During five sessions on the Middle East, three of which will be dedicated to Iran, the Senate will also address Tehran’s human rights violations and oppression of religious minorities.
The draft-law directed to the EU was drafted by Democratic Congressman Theodore Deutch and focuses on “crimes and attacks of the terrorist ‘Hezbollah’.” It acknowledges that the EU designated the party’s military wing as a terrorist entity, but not the organization as a whole.
He stressed that “Hezbollah” is part of the illegal drug and arms trade and money-laundering networks throughout Europe. It is using funds generated from this activity to finance terrorist attacks. The party is also sponsored by Iran and Syria that finance it and provide its members with training and weapons.
According to US Defense Department officials, Tehran provides up to 200 million dollars a year to “Hezbollah” in the form of financial support, arms and training. The party has an arsenal of around 150,000 rockets and its fighters are supporting the Syrian regime of Bashar Assad.

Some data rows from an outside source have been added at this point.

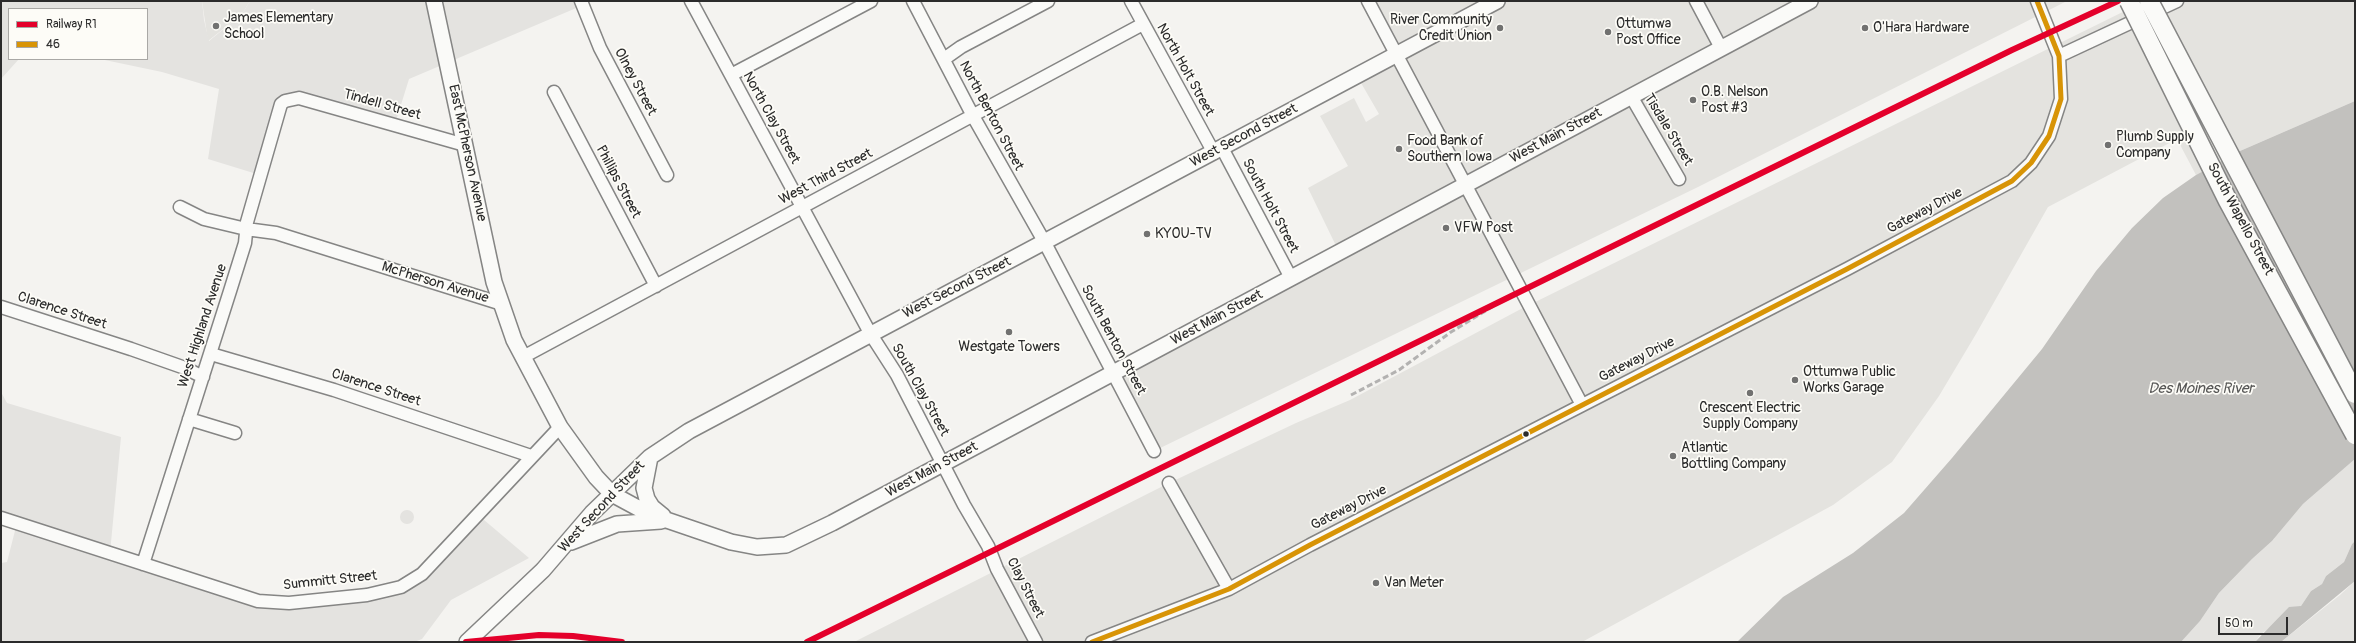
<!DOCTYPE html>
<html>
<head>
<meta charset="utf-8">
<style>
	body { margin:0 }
	#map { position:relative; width:2356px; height:643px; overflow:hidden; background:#f4f3f0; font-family:Pangolin,sans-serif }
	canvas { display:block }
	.frame { position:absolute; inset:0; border:2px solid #2b2b2b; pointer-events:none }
	.legend { position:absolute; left:8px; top:8px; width:140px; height:52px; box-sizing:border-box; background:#fdfcf7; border:1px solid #a9a8a5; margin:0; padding:5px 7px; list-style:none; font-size:12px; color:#2b2b2b }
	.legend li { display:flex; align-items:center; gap:8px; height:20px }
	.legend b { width:20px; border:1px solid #a9a8a5 }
	.scale { position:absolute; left:2218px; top:617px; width:70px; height:18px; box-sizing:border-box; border:2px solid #2b2b2b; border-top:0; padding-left:5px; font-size:12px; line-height:14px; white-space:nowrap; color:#2b2b2b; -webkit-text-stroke:3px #fdfcf7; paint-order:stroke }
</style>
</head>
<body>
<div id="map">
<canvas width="2356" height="643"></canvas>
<div class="frame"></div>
<ul class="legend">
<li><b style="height:5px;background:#e4002b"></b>Railway R1</li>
<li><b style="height:5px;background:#d89406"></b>46</li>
</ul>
<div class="scale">50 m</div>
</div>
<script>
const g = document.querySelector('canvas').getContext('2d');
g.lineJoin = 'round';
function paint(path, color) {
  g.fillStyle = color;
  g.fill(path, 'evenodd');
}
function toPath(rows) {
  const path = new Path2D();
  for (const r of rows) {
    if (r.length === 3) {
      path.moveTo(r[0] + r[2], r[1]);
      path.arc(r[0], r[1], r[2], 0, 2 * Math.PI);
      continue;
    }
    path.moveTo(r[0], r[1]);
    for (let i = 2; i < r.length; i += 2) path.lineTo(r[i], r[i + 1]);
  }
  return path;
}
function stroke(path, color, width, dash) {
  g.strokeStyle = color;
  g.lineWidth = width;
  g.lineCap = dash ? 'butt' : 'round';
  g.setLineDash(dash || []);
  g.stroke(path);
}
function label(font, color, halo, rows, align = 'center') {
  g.font = font + ' Pangolin,sans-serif';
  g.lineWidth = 3.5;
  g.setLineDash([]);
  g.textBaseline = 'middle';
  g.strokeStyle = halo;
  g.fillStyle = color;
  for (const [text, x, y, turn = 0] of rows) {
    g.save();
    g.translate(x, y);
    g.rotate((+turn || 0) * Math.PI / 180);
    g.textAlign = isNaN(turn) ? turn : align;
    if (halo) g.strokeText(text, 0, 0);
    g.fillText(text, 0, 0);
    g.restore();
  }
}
const built = toPath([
	[202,1,250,1,242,14,208,41],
	[1368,1,2067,1,1698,187,1154,451,1113,374,1339,252,1308,188,1348,166,1320,116,1354,98,1366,122,1379,114,1357,76,1395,55],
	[2145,1,2355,1,2355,101,2240,151,2196,175,2177,139,2048,207,1976,334,1939,396,1892,462,1833,505,1582,642,854,642,1169,483,1296,423,1350,400,1519,310]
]);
const green = toPath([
	[1,1,202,1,204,20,209,41,242,14,250,1,581,1,581,6,409,79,395,124,285,101,260,175,208,159,219,89,162,72,100,59,147,59,147,9,9,9,9,59,19,59,1,79],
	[1,392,7,403,121,437,110,553,258,601,401,587,477,514,529,558,451,600,422,639,414,642,1,642,1,563,7,562,17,523,1,518],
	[2355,459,2355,541,2352,544,2344,562,2326,576,2322,584,2311,591,2301,606,2261,634,2255,642,2181,642,2200,621,2219,593,2252,559,2272,541,2303,504],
	[407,517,7],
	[2355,581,2355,642,2281,642,2340,595]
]);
const water = toPath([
	[2355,101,2355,459,2303,504,2272,541,2252,559,2219,593,2200,621,2181,642,1737,642,1783,597,1853,553,1904,513,1952,458,2042,349,2096,271,2132,228,2163,198,2196,175,2240,151],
	[2355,541,2355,581,2281,642,2255,642,2289,607,2301,606,2311,591,2322,584,2326,576,2344,562,2352,544]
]);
const minor = toPath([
	[581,1,600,48,667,175],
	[691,1,870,333,897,375,964,505,988,546,997,569,1036,642],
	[913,1,973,116,1045,243,1154,451],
	[1131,1,1214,153],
	[1368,1,1582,405],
	[1696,1,1721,48],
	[2059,56,2177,1],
	[944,59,961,47,1048,1],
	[731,75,871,1],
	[554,92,656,286],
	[1631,96,1679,179],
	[1222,148,1291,278],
	[180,207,204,219,246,229,276,233,502,304],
	[1,307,131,349,185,368,203,377],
	[211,354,334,390,531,456],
	[523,357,1143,24],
	[189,419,235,433],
	[1169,483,1229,589],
	[1,518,258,601,289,603,367,595,401,587,422,574,560,427],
	[143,564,230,291,245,243,247,222,281,104,285,101,299,98,465,145],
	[1092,642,1229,589,1310,545,1847,269,2012,181,2031,163,2049,136,2061,99,2059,56,2037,1]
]);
const major = toPath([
	[434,1,494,282,514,340,560,427,596,477,612,494,649,514,731,542,757,547,786,545,832,523,1810,1],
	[650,457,644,488,647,499,652,507,663,516],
	[571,542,617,524,661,521],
	[467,642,543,570,592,513,650,457,689,431,1497,1]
]);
const rail = toPath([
	[1351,395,1399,370,1451,332,1505,299],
	[466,642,539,635,573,636,622,642]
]);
const highwayBridge = toPath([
	[2129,1,2228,201,2355,435],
	[2149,1,2355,394]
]);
const bus1 = toPath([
	[1092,642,1229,589,1310,545,1847,269,2012,181,2031,163,2049,136,2061,99,2059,56,2037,1]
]);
const rail1 = toPath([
	[466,642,539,635,573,636,622,642],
	[807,642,2012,50,2118,1]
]);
const markers = [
	[216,26,4,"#717170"],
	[1500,28,4,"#717170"],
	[1865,28,4,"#717170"],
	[1608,32,4,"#717170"],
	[1693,100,4,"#717170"],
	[2108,145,4,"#717170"],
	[1399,149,4,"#717170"],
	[1446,228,4,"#717170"],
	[1147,234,4,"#717170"],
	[1009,332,4,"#717170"],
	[1795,380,4,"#717170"],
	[1750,393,4,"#717170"],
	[1526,434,3.5,"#2b2b2b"],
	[1673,456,4,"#717170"],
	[1376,583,4,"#717170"]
];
const poiNames = [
	["James Elementary",224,18],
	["School",224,34],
	["River Community",1492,20,"right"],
	["Credit Union",1492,36,"right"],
	["Ottumwa",1616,24],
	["Post Office",1616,40],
	["O'Hara Hardware",1873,28],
	["O.B. Nelson",1701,92],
	["Post #3",1701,108],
	["Plumb Supply",2116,137],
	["Company",2116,153],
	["Food Bank of",1407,141],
	["Southern Iowa",1407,157],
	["VFW Post",1454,228],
	["KYOU-TV",1155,234],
	["Westgate Towers",1009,347,"center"],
	["Ottumwa Public",1803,372],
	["Works Garage",1803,388],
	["Crescent Electric",1750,408,"center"],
	["Supply Company",1750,424,"center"],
	["Atlantic",1681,448],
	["Bottling Company",1681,464],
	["Van Meter",1384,583]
];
const streetNames = [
	["North Holt Street",1185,70,61],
	["Olney Street",635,82,62],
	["Tindell Street",382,105,16],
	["North Benton Street",991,116,62],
	["North Clay Street",771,118,61],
	["Tisdale Street",1668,130,59],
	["West Second Street",1244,136,-28],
	["West Main Street",1556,136,-28],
	["East McPherson Avenue",467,153,78],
	["West Third Street",826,177,-28],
	["Phillips Street",618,182,62],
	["South Holt Street",1270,206,62],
	["Gateway Drive",1925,211,-28],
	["South Wapello Street",2240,219,62],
	["McPherson Avenue",435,283,17],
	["West Second Street",957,288,-27],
	["Clarence Street",62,311,18],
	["West Main Street",1217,318,-28],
	["West Highland Avenue",203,326,-72],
	["South Benton Street",1113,340,62],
	["Gateway Drive",1637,360,-27],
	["Clarence Street",376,388,18],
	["South Clay Street",920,390,61],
	["West Main Street",932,470,-28],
	["West Second Street",602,507,-47],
	["Gateway Drive",1349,508,-27],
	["Summitt Street",330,581,-6],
	["Clay Street",1025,588,63]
];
const waterNames = [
	["Des Moines River",2201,389]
];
paint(built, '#e4e3df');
paint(green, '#e4e3e0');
paint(water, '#c2c1be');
stroke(minor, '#858584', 15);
stroke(major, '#858584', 18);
stroke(minor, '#fafaf8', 12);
stroke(major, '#fafaf8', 15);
stroke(rail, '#b3b2b1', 3, [6, 3]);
stroke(highwayBridge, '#858584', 21, []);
stroke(highwayBridge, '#fafaf8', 18);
stroke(bus1, '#d89406', 5);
stroke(rail1, '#e4002b', 6);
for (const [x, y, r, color] of markers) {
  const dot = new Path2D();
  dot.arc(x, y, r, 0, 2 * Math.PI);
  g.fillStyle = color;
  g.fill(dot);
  stroke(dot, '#fdfcf7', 1.5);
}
label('14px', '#2b2b2b', '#fdfcf7', poiNames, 'left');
label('14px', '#2b2b2b', '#fdfcf7', streetNames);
label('italic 15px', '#585857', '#fdfcf7', waterNames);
</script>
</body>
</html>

The draft-law calls on the EU to impose sanctions on terrorists associated with “Hezbollah” in line with the sanctions imposed by the US. It is also urged to designate the whole party as terrorist, issue arrest warrants against its members and backers, freeze its assets throughout Europe and ban any fundraising campaigns for the party.
The draft-law underlines the importance of achieving greater cooperation between the US and EU in thwarting “Hezbollah’s” criminal and terrorist activity and increasing the exchange of intelligence to that end.
The Senate Committee on Foreign Relations will also study a draft-law submitted by Democrats and Republicans that calls on Iran to unconditionally release all American citizens its has imprisoned.
US citizen Robert Levinson traveled to Iran in 2007 and disappeared while visiting the island of Kish. For ten years, Washington has tried to pressure Iran to provide any information about his fate and ensure his safe return to his family. Iranian government officials had pledged to do so.